A little about me, I generally don’t watch the news on a regular basis. Call it irresponsible, call it avoidant, but I’ve learned a long time ago that one of my purposes in this world, is to ensure my faith and hope in humanity remains intact. Therefore, I need to be mindful of how much and the type of programming I watch, the articles I read, etc. When I do watch programs emphasizing the negativity of this world, I can feel a growing discomfort. If left unattended, it slowly morphs into doubt. And when I begin to feel doubt in humanity, my purpose is at risk. Self-preservation kicks in and I’m reminded that I decide which choices to make that align with my values and serve my higher purpose. I decide how to respond, rather than simply react. The truth is, even not watching the news regularly, I’m made aware of the countless tragedies exhibiting how people hurt each other. There’s no escaping that truth.
Spiritual leaders have recommended that if we wish to experience kindness, we need to see only kindness; if we wish to experience love, see only love.
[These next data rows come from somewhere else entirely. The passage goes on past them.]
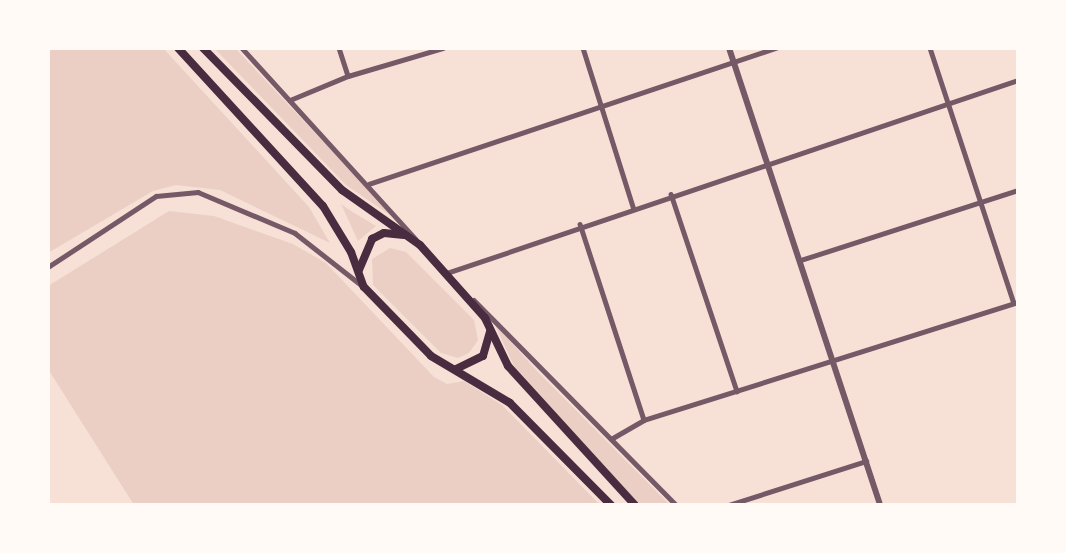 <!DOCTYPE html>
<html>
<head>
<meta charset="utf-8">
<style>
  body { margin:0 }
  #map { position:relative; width:1066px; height:553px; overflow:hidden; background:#f7e1d7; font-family:Raleway,sans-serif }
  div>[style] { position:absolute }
  .green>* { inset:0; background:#ebcfc5 }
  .minor>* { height:4.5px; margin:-2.25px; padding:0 2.25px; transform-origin:2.25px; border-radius:2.25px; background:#755966 }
  .tertiary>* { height:6px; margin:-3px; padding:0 3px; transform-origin:3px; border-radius:3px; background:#755966 }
  .trunk>* { height:8px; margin:-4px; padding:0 4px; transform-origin:4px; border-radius:4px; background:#4a2c40 }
  span { translate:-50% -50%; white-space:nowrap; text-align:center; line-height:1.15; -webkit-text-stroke:5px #fffaf5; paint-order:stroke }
  .frame { position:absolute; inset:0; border:50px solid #fffaf5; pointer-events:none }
</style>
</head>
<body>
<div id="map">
  <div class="green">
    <div style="clip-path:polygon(48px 48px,163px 48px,309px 207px,330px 243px,220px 190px,176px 185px,153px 191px,48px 253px)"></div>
    <div style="clip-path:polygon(214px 48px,235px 48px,397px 220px,346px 185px)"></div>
    <div style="clip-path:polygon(341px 204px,351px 211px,376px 226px,358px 241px)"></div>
    <div style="clip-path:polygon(169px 211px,214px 216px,293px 244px,326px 263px,434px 377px,447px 384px,464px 381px,502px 405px,600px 505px,134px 505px,48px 369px,48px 286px)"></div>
    <div style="clip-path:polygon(390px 248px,406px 252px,474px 320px,478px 340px,469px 353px,458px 358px,441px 353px,373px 285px,372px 259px)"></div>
    <div style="clip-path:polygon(494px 323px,536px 370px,670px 505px,640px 505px,514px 366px)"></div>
  </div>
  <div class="minor">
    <div style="left:242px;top:48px;width:258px;rotate:47.7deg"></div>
    <div style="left:339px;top:48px;width:29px;rotate:72deg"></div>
    <div style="left:583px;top:48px;width:167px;rotate:72.5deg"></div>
    <div style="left:930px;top:48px;width:268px;rotate:71.8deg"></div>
    <div style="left:290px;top:100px;width:63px;rotate:-22.5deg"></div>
    <div style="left:348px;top:76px;width:99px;rotate:-16.4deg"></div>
    <div style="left:369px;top:184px;width:429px;rotate:-18.5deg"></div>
    <div style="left:671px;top:194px;width:208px;rotate:71.5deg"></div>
    <div style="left:580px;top:224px;width:206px;rotate:71.9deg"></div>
    <div style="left:801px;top:260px;width:228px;rotate:-17.9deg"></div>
    <div style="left:48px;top:267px;width:129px;rotate:-33.3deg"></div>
    <div style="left:156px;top:196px;width:42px;rotate:-5.4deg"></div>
    <div style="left:198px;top:192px;width:105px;rotate:22.9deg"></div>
    <div style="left:295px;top:233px;width:83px;rotate:38.1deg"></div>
    <div style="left:447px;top:273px;width:603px;rotate:-18.68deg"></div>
    <div style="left:474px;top:300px;width:288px;rotate:45.4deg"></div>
    <div style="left:611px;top:439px;width:38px;rotate:-30deg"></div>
    <div style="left:644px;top:420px;width:392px;rotate:-17.5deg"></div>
    <div style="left:729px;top:505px;width:144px;rotate:-17.8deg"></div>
  </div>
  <div class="tertiary">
    <div style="left:729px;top:48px;width:481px;rotate:71.7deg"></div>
  </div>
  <div class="trunk">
    <div style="left:178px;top:48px;width:214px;rotate:47.5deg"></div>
    <div style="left:323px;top:206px;width:54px;rotate:58.7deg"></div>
    <div style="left:351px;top:252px;width:37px;rotate:70deg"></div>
    <div style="left:364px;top:287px;width:96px;rotate:45.8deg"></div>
    <div style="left:431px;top:356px;width:92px;rotate:30.7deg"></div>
    <div style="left:510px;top:403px;width:144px;rotate:45.3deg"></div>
    <div style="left:203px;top:48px;width:199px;rotate:45.6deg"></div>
    <div style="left:342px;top:190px;width:95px;rotate:35.2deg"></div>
    <div style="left:420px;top:245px;width:98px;rotate:48.3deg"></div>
    <div style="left:485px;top:318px;width:53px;rotate:64.4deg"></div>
    <div style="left:508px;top:366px;width:188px;rotate:47.6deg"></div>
    <div style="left:359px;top:270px;width:34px;rotate:-67deg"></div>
    <div style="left:372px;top:239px;width:13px;rotate:-27deg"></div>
    <div style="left:384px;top:233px;width:20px;rotate:6deg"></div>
    <div style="left:456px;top:369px;width:30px;rotate:-26deg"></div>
    <div style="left:483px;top:356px;width:26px;rotate:-74deg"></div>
  </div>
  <div class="frame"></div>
</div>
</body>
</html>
Directing our attention to kindness and love is a conscious practice. Being mindful of what we give our attention to and how we choose to spend our time, is an act of self-care. Though our primitive brains are wired to scan for danger, we must balance these instincts with logic and reason. It’s not an easy practice given the many atrocities of this world. But the key is understanding the difference between detaching in denial and detaching with acceptance. I don’t deny there is pain in this world. I accept that there is suffering. And though I am not accountable for the choices of others, the reality is, other people’s choices do affect us; directly and indirectly. But as the saying goes, we cannot control the choices of others, but we can only control our responses. Therefore, I’ve learned to respond by minding the balance of what I pay attention to. Allowing my focus to also include the positive, “non-newsworthy” choices made every single day, including my own.
There is kindness, love and compassion all around us. When we choose to open our hearts and our minds, we can see the joy of this world, just as clearly as the pain. We can accept the law of duality exists and empower ourselves with responses rather than reactions; conscious choices, rather than impulsive ones. Preserving my faith and hope isn’t always easy, but the consequences of losing it, are irreversible. And those are consequences I choose not to endure.